Cato Institute's Doug Bandow has praised Trump's willingness to question the Washington elite that wants America to play global cop. Bandow has applauded Trump for his independence from the "neoconservatives and militaristic interventionists who dominate the Republican Party." Meanwhile, on the left, The Nation's Stephen Cohen declared that Trump was asking "fundamental and urgent" foreign policy questions that deserve to be engaged with.

There is no doubt that America's foreign policy establishment is stuck in a Cold War mindset. The Soviet empire has collapsed, the Berlin Wall has crumbled, and the Communist threat is long gone. But the NATO alliance that was forged after Word War II to keep Germany down, Russia out, and America in Europe has not just endured, but expanded. Likewise, America's involvement in the security of Japan, South Korea, and other Asian as well as Middle Eastern countries continues unabated. If these alliances cost Americans only money, they would be bad enough. But their existence has arguably destabilized regions, encouraging America to get embroiled in overseas conflicts that are none of its business, most notably the disastrous Libya intervention on President Obama's watch.

Trump's comments that these dusty alliances are "obsolete" and deserve to be overhauled would be welcome if they didn't stem from a radical xenophobia that sees any engagement with the world as a loser's game. Trump does not have a consistent philosophy against war. He opposed the Iraq war, albeit after the fact, but his criticism of Obama's Libya adventure was that it didn't happen soon enough.

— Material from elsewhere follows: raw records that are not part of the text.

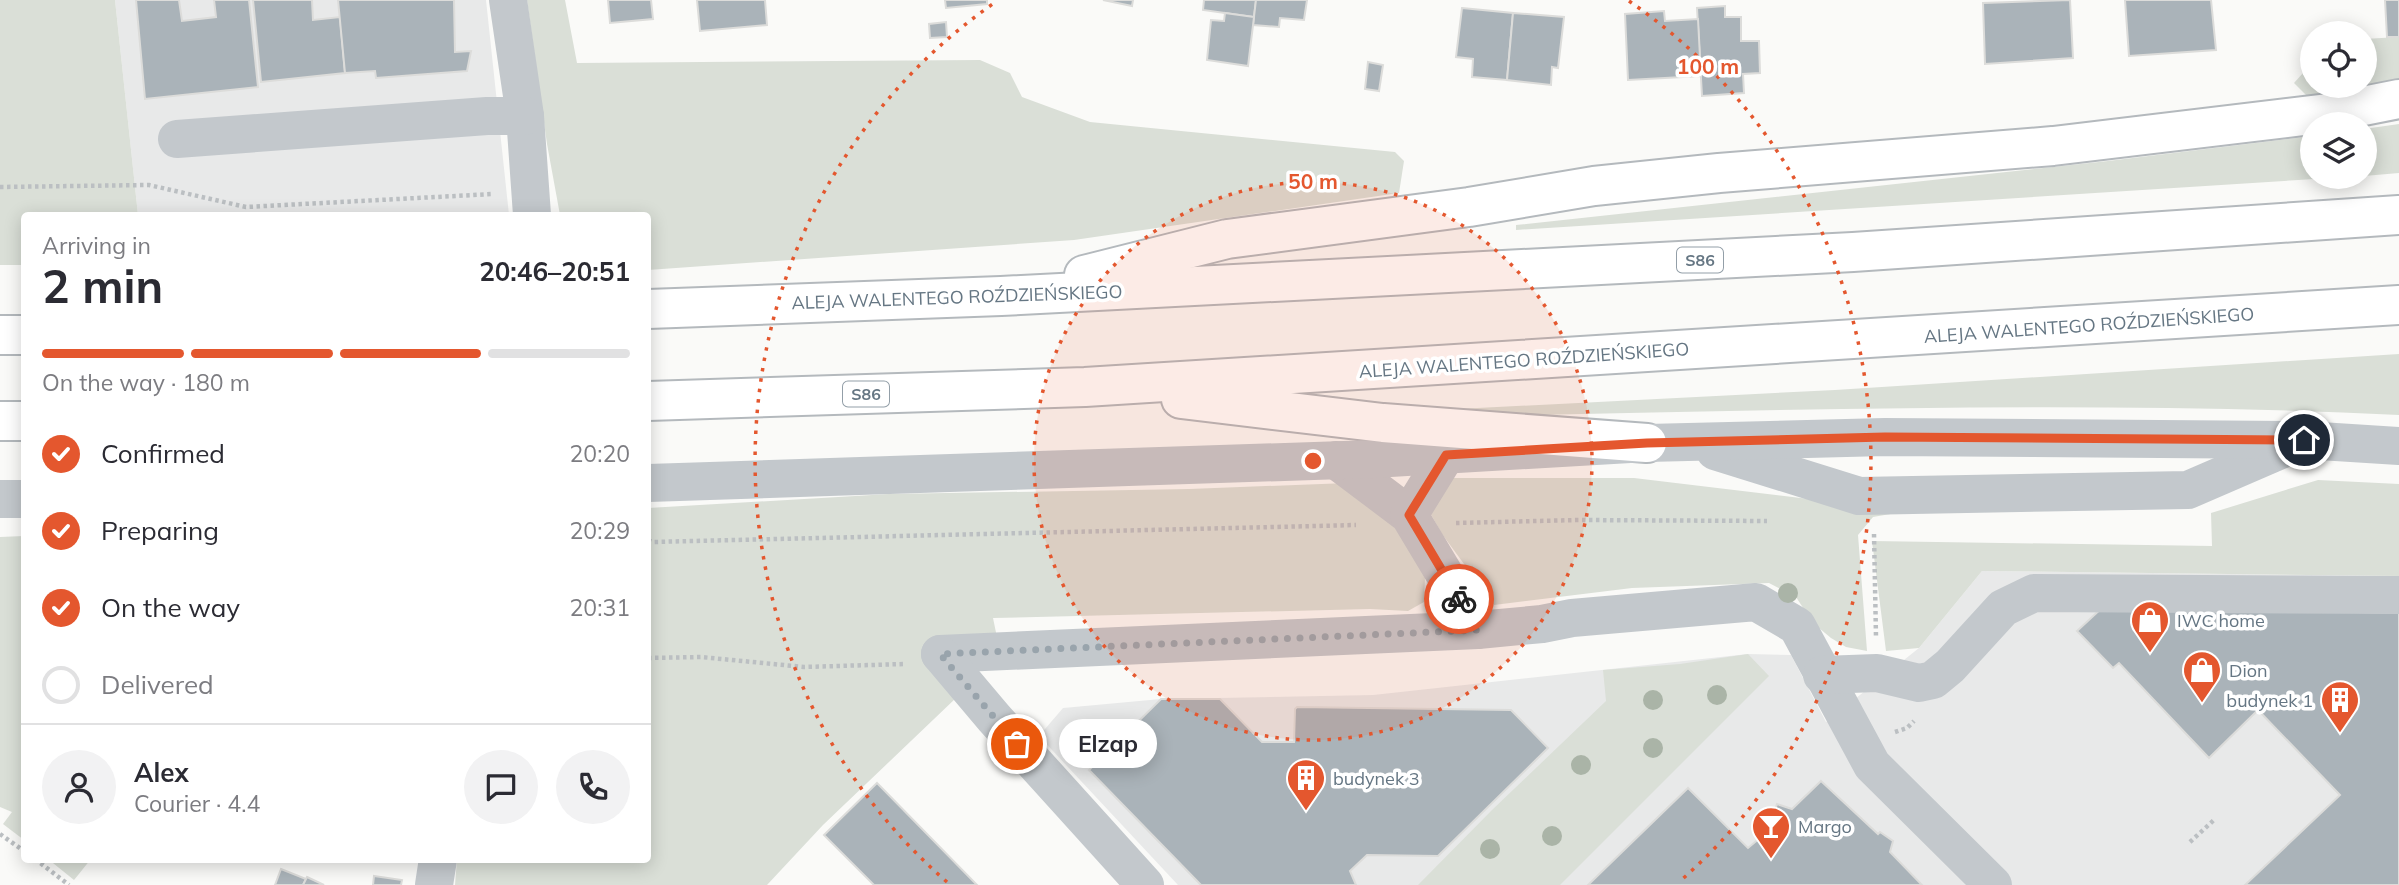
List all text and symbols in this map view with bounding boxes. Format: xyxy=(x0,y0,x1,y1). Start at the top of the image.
map controls xyxy=(2300,21,2377,189)
button: locate xyxy=(2300,21,2377,98)
text: 100 m xyxy=(1677,53,1739,79)
button: layers xyxy=(2300,112,2377,189)
text: 50 m xyxy=(1288,168,1338,194)
text: Arriving in xyxy=(42,231,151,260)
road number: S86 xyxy=(1677,248,1723,272)
text: 20:46–20:51 xyxy=(479,255,630,288)
text: 2 min xyxy=(42,257,163,315)
street label: ALEJA WALENTEGO ROŹDZIEŃSKIEGO xyxy=(791,280,1123,314)
street label: ALEJA WALENTEGO ROŹDZIEŃSKIEGO xyxy=(1923,302,2255,348)
street label: ALEJA WALENTEGO ROŹDZIEŃSKIEGO xyxy=(1358,337,1690,383)
text: On the way · 180 m xyxy=(42,368,250,397)
road number: S86 xyxy=(843,382,889,406)
pin xyxy=(2274,410,2334,470)
icon: home xyxy=(2285,421,2323,459)
icon: check xyxy=(42,435,80,473)
text: Confirmed xyxy=(101,437,225,470)
text: 20:20 xyxy=(570,439,630,468)
centre of rings xyxy=(1301,449,1325,473)
icon: check xyxy=(42,512,80,550)
text: Preparing xyxy=(101,514,219,547)
text: 20:29 xyxy=(570,516,630,545)
courier xyxy=(1424,564,1494,634)
icon: bike xyxy=(1440,580,1478,618)
icon: check xyxy=(42,589,80,627)
text: On the way xyxy=(101,591,240,624)
text: 20:31 xyxy=(570,593,630,622)
shop icon: IWC home xyxy=(2129,599,2171,654)
place label: IWC home xyxy=(2177,609,2265,632)
shop icon: Dion xyxy=(2181,649,2223,704)
place label: Dion xyxy=(2229,659,2268,682)
text: Delivered xyxy=(101,668,214,701)
building icon: budynek 1 xyxy=(2319,679,2361,734)
place label: budynek 1 xyxy=(2226,689,2313,712)
pin xyxy=(987,714,1047,774)
callout: Elzap xyxy=(1059,720,1157,768)
icon: bag xyxy=(998,725,1036,763)
text: Elzap xyxy=(1078,729,1138,758)
button: person xyxy=(42,750,116,824)
button: chat xyxy=(464,750,538,824)
button: phone xyxy=(556,750,630,824)
text: Alex xyxy=(134,756,189,789)
building icon: budynek 3 xyxy=(1285,757,1327,812)
place label: budynek 3 xyxy=(1333,767,1420,790)
text: Courier · 4.4 xyxy=(134,789,260,818)
bar icon: Margo xyxy=(1750,805,1792,860)
place label: Margo xyxy=(1798,815,1852,838)

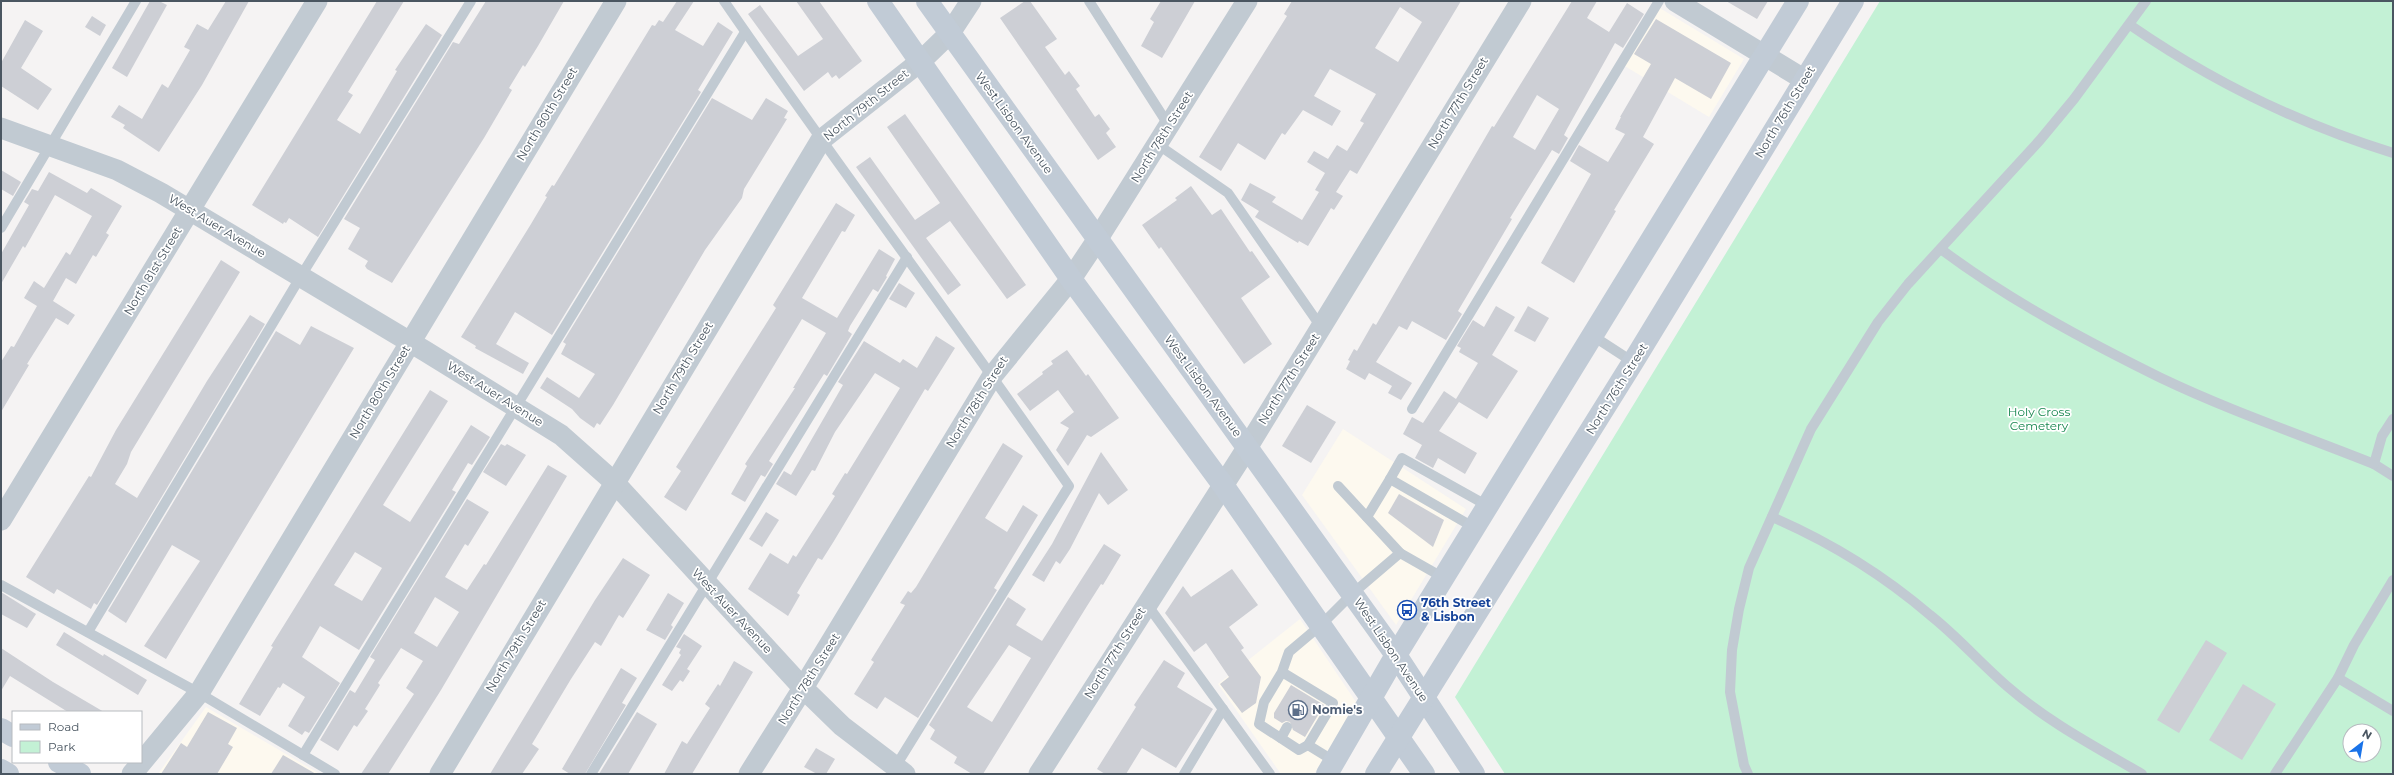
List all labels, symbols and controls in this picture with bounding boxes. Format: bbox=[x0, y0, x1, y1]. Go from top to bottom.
street label: North 77th Street bbox=[1424, 54, 1491, 152]
street label: North 76th Street bbox=[1751, 63, 1818, 161]
street label: North 80th Street bbox=[513, 64, 580, 163]
street label: North 79th Street bbox=[820, 66, 911, 144]
street label: West Lisbon Avenue bbox=[972, 69, 1056, 177]
street label: North 78th Street bbox=[1127, 88, 1196, 185]
street label: West Auer Avenue bbox=[166, 191, 269, 261]
street label: North 81st Street bbox=[120, 224, 185, 318]
street label: North 79th Street bbox=[649, 319, 716, 417]
street label: North 77th Street bbox=[1254, 330, 1323, 427]
street label: West Lisbon Avenue bbox=[1161, 332, 1245, 440]
street label: North 76th Street bbox=[1582, 340, 1651, 437]
street label: North 80th Street bbox=[346, 342, 413, 441]
street label: North 78th Street bbox=[942, 353, 1011, 450]
street label: West Auer Avenue bbox=[444, 358, 546, 429]
park label: Holy Cross Cemetery bbox=[2008, 404, 2070, 433]
street label: West Auer Avenue bbox=[689, 565, 776, 656]
street label: West Lisbon Avenue bbox=[1351, 595, 1432, 705]
place label: 76th Street & Lisbon bbox=[1421, 595, 1492, 624]
street label: North 79th Street bbox=[482, 597, 549, 695]
bus stop icon: 76th Street & Lisbon bbox=[1396, 599, 1418, 621]
street label: North 77th Street bbox=[1080, 604, 1149, 701]
street label: North 78th Street bbox=[774, 630, 843, 727]
fuel station icon: Nomie's bbox=[1287, 699, 1309, 721]
place label: Nomie's bbox=[1312, 702, 1363, 717]
legend bbox=[12, 711, 142, 763]
text: Road bbox=[48, 719, 79, 734]
north arrow bbox=[2342, 723, 2382, 763]
text: N bbox=[2360, 726, 2375, 743]
text: Park bbox=[48, 739, 76, 754]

Most troubling, however, is his prescription to "Make America Great Again" — which is to seal it off from the world by erecting walls, tearing up trade agreements, and forcing American companies to stay put. Trump may think that he's invented a brilliant new economic approach. In fact, it is so old — and such a perennial temptation for socialist dictators — that there is an actual term for it in economic literature: import substitution. Even in quasi-democracies like India, it has led straight to the poorhouse.

But that's not the main problem with it. As FDR's Secretary of State Cordell Hull noted, "If soldiers are not to cross international borders, goods must do so." (Some people believe that 19th century French political economist Frederic Bastiat made this statement.)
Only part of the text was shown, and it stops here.